I keep seeing this internet meme about Pit Bulls suggesting that the breed is sweet and gentle, and the problem is the humans, not the Dobermans, the German Shepherds, the Rottweilers, or the Pits, but that’s missing the point. The problem isn’t to do with the animal’s resting nature, anymore than Bruce Banner’s problem is to do with a relaxing day at the beach. The problem is that you wouldn’t like Bruce Banner when he is angry, and you wouldn’t like any dog breed that is prone to going Hulk on you when provoked. And again, not because the dogs are bad, or mean, or ugly, but because these are animals who give their 100% when it comes to winning a perceived fight.

I don’t want to be around Pit Bulls because I can remember the pack of them that were kept by another of my Granny’s neighbors. I can remember how one of them got out and took down the Pastor’s English Sheepdog, and killed it without even trying too hard. I don’t want Thor around Pit Bulls because he’s a kid, and kids don’t have the best decision making ability, and I would hate for him to accidentally agitate a dog that could easily eat him, as I accidentally agitated the Cocker Spaniel that went for my face.

My beloved Boxer, Ella, at six weeks old.

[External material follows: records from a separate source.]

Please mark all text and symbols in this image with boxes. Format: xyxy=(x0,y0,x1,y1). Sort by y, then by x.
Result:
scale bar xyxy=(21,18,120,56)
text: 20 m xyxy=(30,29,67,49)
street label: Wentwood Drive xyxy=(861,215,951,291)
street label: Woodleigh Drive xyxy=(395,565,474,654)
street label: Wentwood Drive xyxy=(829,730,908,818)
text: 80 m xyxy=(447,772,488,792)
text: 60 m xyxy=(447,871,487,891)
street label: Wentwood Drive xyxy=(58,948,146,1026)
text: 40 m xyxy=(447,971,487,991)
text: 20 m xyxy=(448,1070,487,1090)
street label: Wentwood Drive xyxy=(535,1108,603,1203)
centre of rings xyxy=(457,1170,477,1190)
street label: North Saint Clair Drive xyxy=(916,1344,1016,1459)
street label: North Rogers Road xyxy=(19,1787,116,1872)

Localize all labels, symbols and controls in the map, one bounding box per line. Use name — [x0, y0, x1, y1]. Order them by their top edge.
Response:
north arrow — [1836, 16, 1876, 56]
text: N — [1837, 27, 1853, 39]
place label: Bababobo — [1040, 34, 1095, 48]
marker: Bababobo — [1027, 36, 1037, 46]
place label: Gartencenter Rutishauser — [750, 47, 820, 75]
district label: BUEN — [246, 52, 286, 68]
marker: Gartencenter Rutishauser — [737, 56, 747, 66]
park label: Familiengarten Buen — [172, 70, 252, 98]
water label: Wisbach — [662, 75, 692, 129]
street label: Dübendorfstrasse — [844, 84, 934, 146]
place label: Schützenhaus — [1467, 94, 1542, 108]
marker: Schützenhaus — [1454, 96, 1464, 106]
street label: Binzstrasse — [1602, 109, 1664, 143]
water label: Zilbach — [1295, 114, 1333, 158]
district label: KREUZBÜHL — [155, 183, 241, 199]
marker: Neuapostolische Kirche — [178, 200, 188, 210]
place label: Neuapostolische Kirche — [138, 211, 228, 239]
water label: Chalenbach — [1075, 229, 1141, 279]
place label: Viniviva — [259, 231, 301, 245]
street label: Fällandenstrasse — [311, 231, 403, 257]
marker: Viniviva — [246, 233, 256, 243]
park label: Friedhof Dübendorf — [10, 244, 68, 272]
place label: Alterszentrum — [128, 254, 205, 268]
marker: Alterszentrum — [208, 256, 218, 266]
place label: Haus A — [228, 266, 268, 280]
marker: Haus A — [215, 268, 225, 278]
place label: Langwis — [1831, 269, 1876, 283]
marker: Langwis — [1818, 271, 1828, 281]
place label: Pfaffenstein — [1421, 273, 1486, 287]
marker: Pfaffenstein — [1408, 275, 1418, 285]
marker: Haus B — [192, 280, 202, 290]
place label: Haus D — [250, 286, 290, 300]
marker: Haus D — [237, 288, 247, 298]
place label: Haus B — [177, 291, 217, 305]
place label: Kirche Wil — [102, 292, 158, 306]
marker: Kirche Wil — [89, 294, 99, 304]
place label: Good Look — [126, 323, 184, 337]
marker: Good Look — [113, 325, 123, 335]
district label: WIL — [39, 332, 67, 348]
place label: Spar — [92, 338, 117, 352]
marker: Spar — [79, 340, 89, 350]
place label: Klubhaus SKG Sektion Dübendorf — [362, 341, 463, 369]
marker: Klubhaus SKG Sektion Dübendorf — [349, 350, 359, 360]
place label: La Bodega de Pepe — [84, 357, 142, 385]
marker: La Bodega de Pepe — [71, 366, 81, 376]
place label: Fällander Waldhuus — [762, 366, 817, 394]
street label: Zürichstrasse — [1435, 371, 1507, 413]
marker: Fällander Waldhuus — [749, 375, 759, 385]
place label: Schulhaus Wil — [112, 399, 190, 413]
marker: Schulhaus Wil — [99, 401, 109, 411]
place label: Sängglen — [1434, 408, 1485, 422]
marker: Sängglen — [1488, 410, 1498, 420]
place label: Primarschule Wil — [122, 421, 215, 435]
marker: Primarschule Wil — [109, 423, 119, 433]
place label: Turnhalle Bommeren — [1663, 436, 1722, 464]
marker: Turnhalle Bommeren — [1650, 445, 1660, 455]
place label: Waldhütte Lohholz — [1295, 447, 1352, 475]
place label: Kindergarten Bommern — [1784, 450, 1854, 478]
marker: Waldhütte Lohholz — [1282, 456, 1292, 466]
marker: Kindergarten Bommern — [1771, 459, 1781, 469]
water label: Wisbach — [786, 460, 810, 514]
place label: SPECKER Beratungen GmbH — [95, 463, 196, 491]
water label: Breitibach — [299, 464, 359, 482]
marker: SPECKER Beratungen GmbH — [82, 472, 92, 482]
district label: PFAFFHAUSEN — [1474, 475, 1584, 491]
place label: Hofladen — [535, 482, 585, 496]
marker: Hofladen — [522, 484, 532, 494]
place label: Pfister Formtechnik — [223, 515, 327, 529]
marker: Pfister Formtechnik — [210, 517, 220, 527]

People have very strong opinions regarding dog breeds, and having my own high regard, love and trust for Boxers as a breed, I understand that. It’s a shame that animals are put in positions to fail, and it is a shame that humans (and frequently the most innocent of the humans) bear the brunt of those failures. But I’ll tell you straight up, if it came down to a dog weighed against the potential danger posed to my child or any children in my proximity, it’s those little humans who are going to win. I don’t see that ownership of a particular breed is worth the risk.

Thor, holding Seamus, our ill-fated WestiePoo, who came to us with Parvo and limped off to Doggie Heaven just five months later. We went camping shortly after this picture was taken, and I had both Thor and Seamus in my sleeping bag with me. One vomited into my hair, while the other peed on my legs--simultaneously. It is a testimony to my character that I only sighed and cleaned it all up.